YOUR OBJECTIVE:
In the material below, the lines containing the word "text" are required; copy each of them.

[EXTRACTED ENTRIES]

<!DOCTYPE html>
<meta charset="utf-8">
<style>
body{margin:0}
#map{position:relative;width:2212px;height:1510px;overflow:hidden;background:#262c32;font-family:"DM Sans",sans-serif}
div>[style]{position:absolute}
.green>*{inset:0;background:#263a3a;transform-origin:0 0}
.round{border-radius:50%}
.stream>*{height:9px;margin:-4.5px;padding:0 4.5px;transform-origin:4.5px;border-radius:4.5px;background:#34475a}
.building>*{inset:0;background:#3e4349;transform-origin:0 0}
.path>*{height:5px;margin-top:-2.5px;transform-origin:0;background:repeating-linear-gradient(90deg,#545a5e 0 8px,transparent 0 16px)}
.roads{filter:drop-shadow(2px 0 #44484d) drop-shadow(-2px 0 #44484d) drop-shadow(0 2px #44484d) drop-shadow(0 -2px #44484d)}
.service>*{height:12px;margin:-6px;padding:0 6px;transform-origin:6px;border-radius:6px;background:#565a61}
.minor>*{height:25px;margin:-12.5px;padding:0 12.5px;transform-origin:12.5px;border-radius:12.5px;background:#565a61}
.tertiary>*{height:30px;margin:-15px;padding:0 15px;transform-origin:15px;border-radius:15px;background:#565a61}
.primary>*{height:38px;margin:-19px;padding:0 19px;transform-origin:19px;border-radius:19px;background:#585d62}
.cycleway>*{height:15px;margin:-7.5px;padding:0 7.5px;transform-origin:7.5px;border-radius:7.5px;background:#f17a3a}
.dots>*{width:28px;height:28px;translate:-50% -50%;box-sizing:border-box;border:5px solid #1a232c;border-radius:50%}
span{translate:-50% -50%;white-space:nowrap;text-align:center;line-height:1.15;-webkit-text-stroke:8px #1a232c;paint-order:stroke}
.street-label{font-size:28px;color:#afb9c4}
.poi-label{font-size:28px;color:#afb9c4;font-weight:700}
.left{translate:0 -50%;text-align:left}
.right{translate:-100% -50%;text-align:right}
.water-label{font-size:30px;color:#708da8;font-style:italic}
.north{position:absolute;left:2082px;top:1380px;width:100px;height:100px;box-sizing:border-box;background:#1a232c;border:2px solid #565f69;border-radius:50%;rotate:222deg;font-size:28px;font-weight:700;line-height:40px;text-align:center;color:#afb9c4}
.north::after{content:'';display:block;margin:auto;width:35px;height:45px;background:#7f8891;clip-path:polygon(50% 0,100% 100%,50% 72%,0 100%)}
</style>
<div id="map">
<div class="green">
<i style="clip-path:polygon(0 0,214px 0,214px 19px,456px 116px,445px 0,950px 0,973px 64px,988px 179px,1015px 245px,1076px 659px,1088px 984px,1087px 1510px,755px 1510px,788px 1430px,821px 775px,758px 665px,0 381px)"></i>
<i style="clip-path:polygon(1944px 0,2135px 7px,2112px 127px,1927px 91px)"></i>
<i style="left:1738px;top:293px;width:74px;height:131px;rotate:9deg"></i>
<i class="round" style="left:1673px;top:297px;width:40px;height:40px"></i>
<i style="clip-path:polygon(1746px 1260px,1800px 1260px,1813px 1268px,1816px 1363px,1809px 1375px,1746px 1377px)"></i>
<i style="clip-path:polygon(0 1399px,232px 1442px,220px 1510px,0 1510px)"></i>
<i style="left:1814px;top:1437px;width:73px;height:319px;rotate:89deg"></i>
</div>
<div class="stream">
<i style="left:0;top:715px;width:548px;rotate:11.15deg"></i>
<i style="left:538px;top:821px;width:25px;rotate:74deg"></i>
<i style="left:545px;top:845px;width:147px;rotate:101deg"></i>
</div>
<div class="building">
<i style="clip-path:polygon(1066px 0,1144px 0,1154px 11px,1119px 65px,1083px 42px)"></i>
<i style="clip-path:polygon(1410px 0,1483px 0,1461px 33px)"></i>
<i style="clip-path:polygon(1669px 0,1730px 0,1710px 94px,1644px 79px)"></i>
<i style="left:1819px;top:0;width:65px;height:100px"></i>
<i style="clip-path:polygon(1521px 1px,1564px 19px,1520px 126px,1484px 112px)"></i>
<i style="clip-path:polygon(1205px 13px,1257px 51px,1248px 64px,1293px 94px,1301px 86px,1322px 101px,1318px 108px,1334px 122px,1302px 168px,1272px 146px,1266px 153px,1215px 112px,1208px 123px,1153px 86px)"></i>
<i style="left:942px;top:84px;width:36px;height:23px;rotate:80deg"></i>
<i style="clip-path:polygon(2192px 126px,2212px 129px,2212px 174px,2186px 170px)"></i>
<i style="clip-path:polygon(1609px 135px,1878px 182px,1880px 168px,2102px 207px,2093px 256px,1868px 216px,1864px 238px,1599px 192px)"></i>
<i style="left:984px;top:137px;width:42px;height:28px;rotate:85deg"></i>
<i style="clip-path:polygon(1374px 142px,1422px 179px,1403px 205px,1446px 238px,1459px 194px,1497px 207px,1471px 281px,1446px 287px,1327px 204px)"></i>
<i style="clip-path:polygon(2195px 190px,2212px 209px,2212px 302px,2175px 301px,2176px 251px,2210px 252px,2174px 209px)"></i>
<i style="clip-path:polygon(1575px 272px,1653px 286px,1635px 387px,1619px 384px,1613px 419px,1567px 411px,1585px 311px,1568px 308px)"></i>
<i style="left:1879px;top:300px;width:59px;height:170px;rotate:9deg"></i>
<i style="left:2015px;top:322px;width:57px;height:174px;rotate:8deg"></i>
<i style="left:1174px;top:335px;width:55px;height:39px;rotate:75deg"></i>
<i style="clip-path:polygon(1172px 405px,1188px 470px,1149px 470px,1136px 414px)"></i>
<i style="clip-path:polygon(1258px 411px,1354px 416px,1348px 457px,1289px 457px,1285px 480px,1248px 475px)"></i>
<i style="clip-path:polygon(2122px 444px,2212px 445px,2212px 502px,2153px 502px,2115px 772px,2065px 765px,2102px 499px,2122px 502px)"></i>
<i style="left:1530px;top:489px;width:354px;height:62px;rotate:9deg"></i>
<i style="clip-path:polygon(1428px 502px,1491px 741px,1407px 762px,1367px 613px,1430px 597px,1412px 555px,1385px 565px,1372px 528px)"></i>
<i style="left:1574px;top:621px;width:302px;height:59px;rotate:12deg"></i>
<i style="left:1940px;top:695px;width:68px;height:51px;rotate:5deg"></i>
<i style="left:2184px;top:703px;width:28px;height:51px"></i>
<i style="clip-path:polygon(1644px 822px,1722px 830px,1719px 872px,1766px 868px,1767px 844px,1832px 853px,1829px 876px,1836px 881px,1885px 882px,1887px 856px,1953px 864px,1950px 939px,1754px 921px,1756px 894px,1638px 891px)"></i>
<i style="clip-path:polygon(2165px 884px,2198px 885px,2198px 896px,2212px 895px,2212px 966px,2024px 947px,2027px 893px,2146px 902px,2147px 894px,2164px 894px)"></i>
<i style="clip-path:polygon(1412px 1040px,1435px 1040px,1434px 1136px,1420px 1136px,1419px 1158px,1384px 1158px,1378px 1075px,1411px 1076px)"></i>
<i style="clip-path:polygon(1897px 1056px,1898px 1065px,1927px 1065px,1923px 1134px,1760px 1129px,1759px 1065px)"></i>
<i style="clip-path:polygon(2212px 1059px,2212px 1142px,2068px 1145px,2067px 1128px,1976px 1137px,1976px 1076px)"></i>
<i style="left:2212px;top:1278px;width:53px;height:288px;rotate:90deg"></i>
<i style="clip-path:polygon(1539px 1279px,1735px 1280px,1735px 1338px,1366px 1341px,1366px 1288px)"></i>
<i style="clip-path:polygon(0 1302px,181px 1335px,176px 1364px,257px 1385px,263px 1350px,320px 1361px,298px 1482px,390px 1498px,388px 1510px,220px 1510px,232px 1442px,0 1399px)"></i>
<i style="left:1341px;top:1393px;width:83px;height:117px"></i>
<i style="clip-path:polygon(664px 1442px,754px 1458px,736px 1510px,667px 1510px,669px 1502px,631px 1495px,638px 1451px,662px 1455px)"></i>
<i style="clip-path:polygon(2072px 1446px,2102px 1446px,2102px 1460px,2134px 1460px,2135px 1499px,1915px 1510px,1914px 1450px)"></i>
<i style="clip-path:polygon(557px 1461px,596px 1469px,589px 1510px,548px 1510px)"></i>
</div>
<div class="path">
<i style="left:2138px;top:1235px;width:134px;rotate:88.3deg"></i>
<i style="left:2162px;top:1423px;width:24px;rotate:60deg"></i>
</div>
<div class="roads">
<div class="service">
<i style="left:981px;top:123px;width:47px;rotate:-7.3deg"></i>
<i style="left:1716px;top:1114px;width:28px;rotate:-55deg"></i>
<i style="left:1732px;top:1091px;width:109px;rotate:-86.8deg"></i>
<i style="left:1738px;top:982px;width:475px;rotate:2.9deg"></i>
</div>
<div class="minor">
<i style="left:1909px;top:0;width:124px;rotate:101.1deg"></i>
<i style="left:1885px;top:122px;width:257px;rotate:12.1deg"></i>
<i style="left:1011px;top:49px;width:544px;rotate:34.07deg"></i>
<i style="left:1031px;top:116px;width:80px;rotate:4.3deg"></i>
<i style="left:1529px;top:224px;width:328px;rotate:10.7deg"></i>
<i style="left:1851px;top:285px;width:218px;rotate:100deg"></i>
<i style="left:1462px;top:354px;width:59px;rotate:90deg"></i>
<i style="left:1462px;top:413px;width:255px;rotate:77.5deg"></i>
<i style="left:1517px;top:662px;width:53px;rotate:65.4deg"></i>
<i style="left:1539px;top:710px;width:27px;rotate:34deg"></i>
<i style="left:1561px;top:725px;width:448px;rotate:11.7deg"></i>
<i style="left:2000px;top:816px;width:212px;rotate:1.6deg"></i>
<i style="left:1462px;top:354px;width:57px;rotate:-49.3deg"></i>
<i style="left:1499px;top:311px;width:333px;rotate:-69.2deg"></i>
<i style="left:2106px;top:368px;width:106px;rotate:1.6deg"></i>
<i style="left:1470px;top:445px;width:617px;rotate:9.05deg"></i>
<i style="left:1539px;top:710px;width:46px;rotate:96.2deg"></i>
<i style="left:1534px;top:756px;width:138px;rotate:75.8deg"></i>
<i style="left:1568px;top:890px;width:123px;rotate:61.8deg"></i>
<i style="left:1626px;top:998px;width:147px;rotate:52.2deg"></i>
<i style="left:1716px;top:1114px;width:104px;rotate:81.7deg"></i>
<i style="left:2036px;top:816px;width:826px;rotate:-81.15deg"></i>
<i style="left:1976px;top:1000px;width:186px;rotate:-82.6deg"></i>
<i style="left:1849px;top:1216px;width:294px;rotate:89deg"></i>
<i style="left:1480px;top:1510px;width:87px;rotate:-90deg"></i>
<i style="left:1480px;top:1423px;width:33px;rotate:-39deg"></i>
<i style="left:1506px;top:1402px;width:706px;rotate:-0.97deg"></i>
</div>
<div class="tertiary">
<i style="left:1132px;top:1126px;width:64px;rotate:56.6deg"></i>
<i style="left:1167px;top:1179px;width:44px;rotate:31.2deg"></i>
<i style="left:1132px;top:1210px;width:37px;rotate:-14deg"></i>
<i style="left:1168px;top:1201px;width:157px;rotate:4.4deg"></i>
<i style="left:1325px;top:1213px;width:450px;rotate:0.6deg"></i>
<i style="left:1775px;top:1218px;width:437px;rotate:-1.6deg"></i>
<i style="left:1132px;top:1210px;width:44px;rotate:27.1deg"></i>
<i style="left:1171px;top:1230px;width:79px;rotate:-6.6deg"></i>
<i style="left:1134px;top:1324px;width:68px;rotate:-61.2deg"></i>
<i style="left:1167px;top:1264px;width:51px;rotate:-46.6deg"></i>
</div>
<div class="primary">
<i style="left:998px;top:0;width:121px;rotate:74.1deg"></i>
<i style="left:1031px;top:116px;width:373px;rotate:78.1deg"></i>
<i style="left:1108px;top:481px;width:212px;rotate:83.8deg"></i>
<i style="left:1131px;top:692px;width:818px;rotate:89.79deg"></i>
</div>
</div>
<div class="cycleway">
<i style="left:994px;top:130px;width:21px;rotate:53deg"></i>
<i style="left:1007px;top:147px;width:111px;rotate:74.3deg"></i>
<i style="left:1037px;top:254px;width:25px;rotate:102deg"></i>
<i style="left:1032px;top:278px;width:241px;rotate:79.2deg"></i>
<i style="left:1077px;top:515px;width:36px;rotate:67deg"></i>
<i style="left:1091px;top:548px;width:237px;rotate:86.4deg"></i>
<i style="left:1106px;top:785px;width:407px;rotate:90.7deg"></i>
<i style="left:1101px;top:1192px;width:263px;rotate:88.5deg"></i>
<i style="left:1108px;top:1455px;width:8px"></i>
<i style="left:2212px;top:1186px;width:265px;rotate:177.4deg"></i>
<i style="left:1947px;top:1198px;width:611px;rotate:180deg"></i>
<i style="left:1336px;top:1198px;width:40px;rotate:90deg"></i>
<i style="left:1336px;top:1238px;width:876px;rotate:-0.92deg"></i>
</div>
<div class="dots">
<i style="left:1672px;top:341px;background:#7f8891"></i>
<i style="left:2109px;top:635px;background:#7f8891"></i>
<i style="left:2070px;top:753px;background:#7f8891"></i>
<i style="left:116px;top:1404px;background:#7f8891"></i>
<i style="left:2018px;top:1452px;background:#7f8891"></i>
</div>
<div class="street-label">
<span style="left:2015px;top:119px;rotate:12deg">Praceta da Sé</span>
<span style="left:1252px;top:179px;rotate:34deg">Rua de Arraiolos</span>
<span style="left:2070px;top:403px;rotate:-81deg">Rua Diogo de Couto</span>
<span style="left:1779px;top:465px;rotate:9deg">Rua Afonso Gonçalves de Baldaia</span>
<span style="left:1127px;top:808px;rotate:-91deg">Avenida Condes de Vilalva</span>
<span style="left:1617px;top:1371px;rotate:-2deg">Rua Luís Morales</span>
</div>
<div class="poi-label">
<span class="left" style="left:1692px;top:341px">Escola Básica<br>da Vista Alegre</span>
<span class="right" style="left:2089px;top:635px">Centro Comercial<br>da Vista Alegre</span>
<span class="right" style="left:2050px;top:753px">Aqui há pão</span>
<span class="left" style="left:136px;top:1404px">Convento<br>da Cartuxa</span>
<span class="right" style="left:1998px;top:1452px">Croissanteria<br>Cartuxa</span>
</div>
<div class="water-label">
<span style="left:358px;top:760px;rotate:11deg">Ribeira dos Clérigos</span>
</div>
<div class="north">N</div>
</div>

[/EXTRACTED ENTRIES]

RESPONSE AREA:
span{translate:-50% -50%;white-space:nowrap;text-align:center;line-height:1.15;-webkit-text-stroke:8px #1a232c;paint-order:stroke}
.left{translate:0 -50%;text-align:left}
.right{translate:-100% -50%;text-align:right}
.north{position:absolute;left:2082px;top:1380px;width:100px;height:100px;box-sizing:border-box;background:#1a232c;border:2px solid #565f69;border-radius:50%;rotate:222deg;font-size:28px;font-weight:700;line-height:40px;text-align:center;color:#afb9c4}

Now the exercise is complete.